Action item =
Scan the entries below and extract each line with the word "direction" in it.

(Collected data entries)
* * * * *
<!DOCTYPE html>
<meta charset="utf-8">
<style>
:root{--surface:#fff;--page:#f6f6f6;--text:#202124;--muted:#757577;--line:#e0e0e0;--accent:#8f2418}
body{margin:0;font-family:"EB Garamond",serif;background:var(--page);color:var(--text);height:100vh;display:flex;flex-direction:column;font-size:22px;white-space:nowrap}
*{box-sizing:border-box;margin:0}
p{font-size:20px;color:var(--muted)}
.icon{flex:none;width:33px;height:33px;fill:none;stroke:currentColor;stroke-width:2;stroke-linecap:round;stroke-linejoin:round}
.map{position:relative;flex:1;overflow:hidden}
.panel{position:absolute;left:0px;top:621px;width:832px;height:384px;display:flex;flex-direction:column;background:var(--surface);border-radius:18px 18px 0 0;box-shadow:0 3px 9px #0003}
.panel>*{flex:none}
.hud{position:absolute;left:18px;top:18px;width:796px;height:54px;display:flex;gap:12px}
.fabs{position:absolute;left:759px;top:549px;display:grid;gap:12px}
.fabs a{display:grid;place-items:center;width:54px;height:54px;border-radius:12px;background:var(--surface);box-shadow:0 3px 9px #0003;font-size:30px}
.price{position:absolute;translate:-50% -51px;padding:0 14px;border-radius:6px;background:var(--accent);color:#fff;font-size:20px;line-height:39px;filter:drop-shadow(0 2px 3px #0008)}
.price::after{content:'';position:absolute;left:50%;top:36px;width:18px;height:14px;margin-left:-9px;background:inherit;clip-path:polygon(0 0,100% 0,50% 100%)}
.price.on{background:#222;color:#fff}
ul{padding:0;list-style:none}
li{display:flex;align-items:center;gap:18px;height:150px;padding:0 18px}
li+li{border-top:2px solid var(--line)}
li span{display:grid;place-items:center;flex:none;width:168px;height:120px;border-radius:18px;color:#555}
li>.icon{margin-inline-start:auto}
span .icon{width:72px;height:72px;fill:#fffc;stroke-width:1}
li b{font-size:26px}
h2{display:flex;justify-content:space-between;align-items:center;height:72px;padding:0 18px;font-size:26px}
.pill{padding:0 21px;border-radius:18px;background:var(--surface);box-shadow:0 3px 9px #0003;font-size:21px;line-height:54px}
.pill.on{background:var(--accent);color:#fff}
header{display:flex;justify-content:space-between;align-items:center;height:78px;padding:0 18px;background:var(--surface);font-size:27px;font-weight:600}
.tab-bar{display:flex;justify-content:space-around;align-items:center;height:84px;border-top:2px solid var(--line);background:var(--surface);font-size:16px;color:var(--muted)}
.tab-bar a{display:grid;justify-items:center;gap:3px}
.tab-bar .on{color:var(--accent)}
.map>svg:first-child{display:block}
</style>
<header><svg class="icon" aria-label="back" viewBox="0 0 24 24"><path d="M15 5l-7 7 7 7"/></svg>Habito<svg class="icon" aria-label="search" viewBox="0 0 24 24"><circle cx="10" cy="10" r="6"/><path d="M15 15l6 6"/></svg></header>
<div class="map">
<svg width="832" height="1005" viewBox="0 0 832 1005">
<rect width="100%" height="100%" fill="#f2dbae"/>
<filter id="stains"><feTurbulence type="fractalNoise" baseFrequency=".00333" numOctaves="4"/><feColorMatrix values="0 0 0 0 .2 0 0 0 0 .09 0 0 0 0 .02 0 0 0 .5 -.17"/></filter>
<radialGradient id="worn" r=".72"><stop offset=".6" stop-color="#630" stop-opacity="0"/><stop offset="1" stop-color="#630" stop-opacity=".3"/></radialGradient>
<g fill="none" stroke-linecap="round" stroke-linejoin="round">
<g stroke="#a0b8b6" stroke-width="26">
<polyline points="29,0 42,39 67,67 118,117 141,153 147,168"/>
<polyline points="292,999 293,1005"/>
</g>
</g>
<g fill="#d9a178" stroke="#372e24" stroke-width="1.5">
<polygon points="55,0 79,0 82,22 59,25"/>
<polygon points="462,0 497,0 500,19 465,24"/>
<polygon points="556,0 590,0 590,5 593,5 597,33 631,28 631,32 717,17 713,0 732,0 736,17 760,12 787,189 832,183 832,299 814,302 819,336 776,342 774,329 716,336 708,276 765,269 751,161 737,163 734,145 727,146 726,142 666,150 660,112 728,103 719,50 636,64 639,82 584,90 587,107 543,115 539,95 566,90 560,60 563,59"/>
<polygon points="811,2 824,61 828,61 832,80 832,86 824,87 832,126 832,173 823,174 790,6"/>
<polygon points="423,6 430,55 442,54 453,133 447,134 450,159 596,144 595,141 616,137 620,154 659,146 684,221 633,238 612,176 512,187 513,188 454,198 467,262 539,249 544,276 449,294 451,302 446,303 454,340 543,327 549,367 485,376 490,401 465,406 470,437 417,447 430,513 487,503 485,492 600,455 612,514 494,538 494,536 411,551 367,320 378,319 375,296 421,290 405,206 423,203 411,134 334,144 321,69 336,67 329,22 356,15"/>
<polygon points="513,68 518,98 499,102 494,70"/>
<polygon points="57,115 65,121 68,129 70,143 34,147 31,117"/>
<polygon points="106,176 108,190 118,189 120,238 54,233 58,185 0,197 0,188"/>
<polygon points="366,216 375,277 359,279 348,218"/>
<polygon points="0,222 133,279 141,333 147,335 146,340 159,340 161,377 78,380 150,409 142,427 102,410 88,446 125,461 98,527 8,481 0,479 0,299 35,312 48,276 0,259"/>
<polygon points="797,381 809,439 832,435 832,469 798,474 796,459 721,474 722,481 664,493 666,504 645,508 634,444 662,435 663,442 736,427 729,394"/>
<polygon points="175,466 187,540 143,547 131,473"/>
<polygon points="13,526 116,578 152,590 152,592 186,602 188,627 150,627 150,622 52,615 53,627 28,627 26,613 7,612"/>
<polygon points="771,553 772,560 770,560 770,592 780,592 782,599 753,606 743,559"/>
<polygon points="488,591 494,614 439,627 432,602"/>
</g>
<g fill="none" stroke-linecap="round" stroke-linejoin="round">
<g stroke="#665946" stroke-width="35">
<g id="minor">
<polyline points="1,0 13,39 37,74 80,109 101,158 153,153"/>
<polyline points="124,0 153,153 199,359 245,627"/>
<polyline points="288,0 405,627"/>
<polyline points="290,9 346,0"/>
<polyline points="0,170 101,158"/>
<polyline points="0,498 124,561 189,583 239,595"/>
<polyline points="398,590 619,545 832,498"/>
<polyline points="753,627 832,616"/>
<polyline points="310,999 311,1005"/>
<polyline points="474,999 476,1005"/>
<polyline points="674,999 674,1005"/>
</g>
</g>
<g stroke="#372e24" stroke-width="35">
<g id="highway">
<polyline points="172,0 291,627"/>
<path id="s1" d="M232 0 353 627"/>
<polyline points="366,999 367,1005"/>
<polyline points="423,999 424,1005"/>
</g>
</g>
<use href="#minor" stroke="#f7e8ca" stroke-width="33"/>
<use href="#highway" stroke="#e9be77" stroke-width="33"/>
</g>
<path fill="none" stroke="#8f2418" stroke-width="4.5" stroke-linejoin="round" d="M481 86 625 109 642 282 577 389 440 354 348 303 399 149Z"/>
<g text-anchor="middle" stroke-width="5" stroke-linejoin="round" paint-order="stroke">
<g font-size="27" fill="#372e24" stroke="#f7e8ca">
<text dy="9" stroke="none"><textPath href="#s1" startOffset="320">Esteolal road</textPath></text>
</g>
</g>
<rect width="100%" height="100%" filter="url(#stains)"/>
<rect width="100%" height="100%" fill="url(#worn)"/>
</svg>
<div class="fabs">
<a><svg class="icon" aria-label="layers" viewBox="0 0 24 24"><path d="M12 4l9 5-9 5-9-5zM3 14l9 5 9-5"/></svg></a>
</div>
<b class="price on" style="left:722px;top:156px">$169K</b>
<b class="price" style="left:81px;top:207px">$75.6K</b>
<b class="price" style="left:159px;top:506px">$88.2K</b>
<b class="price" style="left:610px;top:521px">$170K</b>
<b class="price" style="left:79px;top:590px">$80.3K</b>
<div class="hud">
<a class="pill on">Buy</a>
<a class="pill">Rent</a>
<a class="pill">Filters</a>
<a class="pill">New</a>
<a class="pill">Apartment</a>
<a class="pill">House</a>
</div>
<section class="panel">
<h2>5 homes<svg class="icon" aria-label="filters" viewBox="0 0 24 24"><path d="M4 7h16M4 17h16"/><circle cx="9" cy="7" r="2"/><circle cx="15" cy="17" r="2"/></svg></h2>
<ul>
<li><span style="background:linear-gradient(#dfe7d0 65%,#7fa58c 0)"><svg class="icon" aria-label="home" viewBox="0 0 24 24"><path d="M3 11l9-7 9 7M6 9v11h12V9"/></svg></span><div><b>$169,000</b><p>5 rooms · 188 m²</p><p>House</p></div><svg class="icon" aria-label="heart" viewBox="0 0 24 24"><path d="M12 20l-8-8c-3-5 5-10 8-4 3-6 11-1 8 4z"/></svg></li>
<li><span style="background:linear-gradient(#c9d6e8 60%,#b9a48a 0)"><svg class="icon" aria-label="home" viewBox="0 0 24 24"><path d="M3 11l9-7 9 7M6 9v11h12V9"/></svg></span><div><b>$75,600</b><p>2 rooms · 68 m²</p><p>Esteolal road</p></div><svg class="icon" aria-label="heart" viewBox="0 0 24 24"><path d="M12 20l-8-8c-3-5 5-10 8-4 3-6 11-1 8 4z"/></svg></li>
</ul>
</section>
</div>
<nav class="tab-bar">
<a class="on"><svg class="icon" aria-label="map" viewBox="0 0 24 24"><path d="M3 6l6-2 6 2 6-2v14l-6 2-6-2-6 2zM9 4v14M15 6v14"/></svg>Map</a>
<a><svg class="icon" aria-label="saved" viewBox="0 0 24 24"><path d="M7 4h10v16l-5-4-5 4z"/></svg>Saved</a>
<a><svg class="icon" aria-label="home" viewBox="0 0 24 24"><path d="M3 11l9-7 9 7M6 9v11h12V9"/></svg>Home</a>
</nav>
* * * * *
Solved problem =
body{margin:0;font-family:"EB Garamond",serif;background:var(--page);color:var(--text);height:100vh;display:flex;flex-direction:column;font-size:22px;white-space:nowrap}
.panel{position:absolute;left:0px;top:621px;width:832px;height:384px;display:flex;flex-direction:column;background:var(--surface);border-radius:18px 18px 0 0;box-shadow:0 3px 9px #0003}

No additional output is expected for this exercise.